On a durability program, the bottleneck is rarely the test. The vehicle runs, the sensors record, and by the end of the day there is a clean pile of road load data sitting on a drive. Then the real work starts: ingest the files, check every channel, count cycles, build the damage matrix, compare against the rig's load schedule, find the severe events, scale it to customer life, and write it all up. A good engineer has scripts for most of these steps, but the scripts break on each new program, the steps live in different tools, and someone has to carry the data from one to the next by hand. So it rarely happens in one sitting. It gets picked up between other work and stretches across the better part of a week, and the slow steps are the first to be shortened or skipped when the schedule is tight.
This is a walkthrough of a real post-test analysis we ran with an agent doing that legwork. One prototype SUV, a mixed-terrain durability day, 93 instrumented channels. The data was ingested Monday evening. By Tuesday morning the full analysis was done and ready for engineering review. To keep it concrete we scoped it to the front suspension, but the same pipeline runs across the rest of the vehicle.
First, the time, since it is the thing everyone asks about. With the scripting a competent durability team already has, this post-test work is roughly a day and a half of focused effort, and in practice it stretches across most of a week because the slow steps keep getting deferred. The agent did all of it overnight, on every channel, including the ones that usually get skipped.
But the hours are the least interesting part. What matters is that running every step overnight, on every channel, catches things a rushed week misses, and this run caught two. The rig's load schedule under-tested the severe tail that does most of the damage, by enough to have invalidated the entire accelerated test. And a front-left wheel-force sensor had quietly saturated, which floors every damage number it reports. Neither is exotic. Both are exactly the kind of thing that gets skipped when the schedule is tight. The rest of this post is what happened in those eight minutes of compute.
The test day
The vehicle is a stock SUV prototype carrying wheel-force transducers, body and unsprung IMUs, damper position and load sensors, the steering system, and the full vehicle bus. The day is split into four terrain blocks that compress the 90th-percentile customer duty cycle into ten and a half minutes of driving.
The important detail is the rock garden. It takes 14.3% of the test time but represents only 3% of customer life. That over-representation is deliberate: severe terrain is amplified to accumulate meaningful fatigue inside a finite test window, then scaled back to customer-equivalent distance in post-processing. Holding onto that 3%-versus-86% relationship is what most of this analysis is really about.
Overnight, unattended
The pipeline ran on its own overnight and finished in eight minutes of compute. Nothing here is novel as a set of steps. Every durability engineer knows them. What changes is that they all run, in sequence, on every test, without a person feeding files from one tool to the next.

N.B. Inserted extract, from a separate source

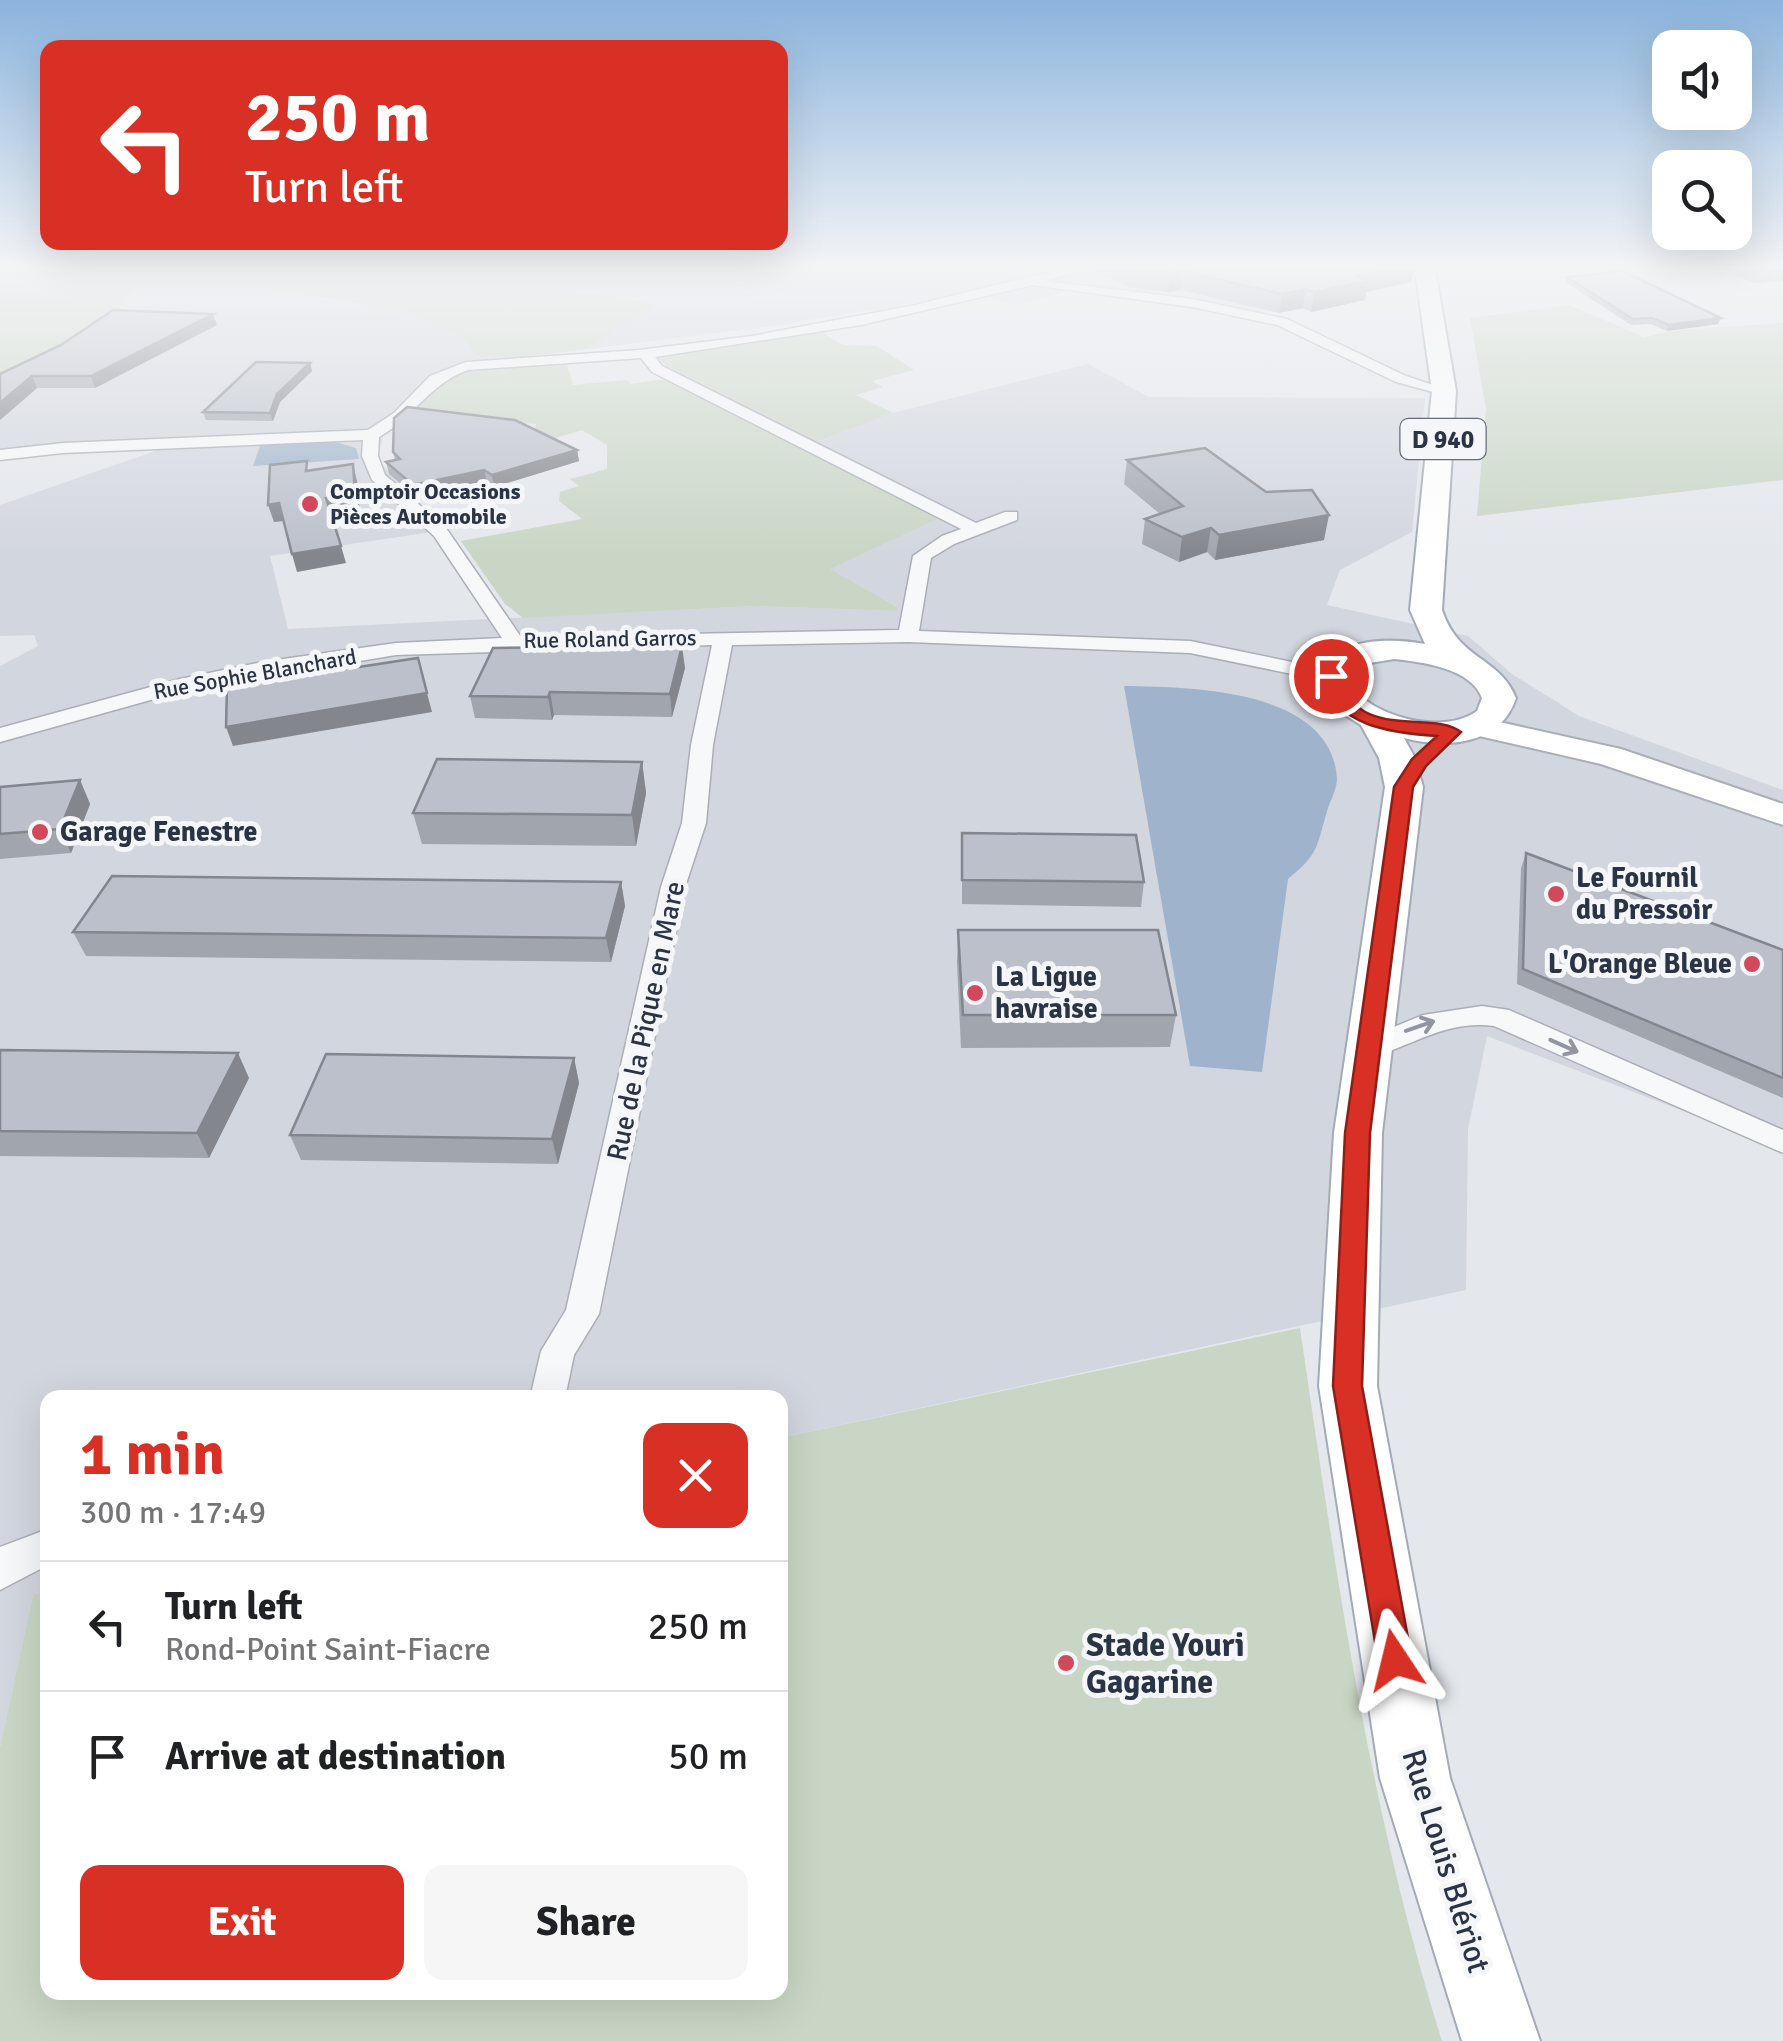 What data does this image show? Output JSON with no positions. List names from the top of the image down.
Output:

By the time anyone arrived Tuesday, the report was already on the shared drive with a verdict attached. The value is not just the speed. It is that the slow, easily-skipped steps, like the driver radio correlation and the rig schedule comparison, got done at all.
Sensor QC comes first
No damage number means anything if the sensor that produced it was lying. So the first gate is a health check on all 93 channels for drift, saturation, dropout, and flatline.
Most channels pass. Fifteen flatline, which is expected, since brake torque, tie-rod, and bump-stop channels simply are not exercised in a straight-line duty cycle. Three are flagged, and one of them matters a lot: the front-left vertical-force sensor saturated at its ±6,800 N limit on the three rough blocks. It was undersized for this prototype, which means the damage it reports is a floor, not the truth. That single fault propagates all the way to the verdict.
Peak loads
With the channels triaged, the first quantitative pass is peak vertical force per corner per block, expressed as a dynamic factor against the static load. Anything meaningfully above 1.10× is worth a look for ultimate-stress margin.
The largest single event is 7,347 N on the front-left in the rock garden, a 1.14× factor. The rear-left reaches 1.19×, the highest of the day. None of these are alarming on their own, but peaks are not what kills a component. Fatigue is about the whole spectrum of cycles, not the single largest one.
Where the damage actually is
So we count cycles. ASTM rainflow on every wheel-force vertical channel across every block, with pseudo-damage computed as Σ(range⁵). That is the standard slope exponent for welded steel, and a damage proxy that ranks correctly without committing to a specific S-N curve.
The result is stark. The rock garden block produces 86.2% of the total damage from 14.3% of the test time, and the rear-left corner alone accounts for 38% of the campaign. This is not a quirk of the test design. It is the range⁵ exponent at work. A single 1,849 N cycle from the rock garden does roughly 580× the damage of a single 317 N highway cycle. Large events dominate fatigue completely, which is exactly why the next step matters.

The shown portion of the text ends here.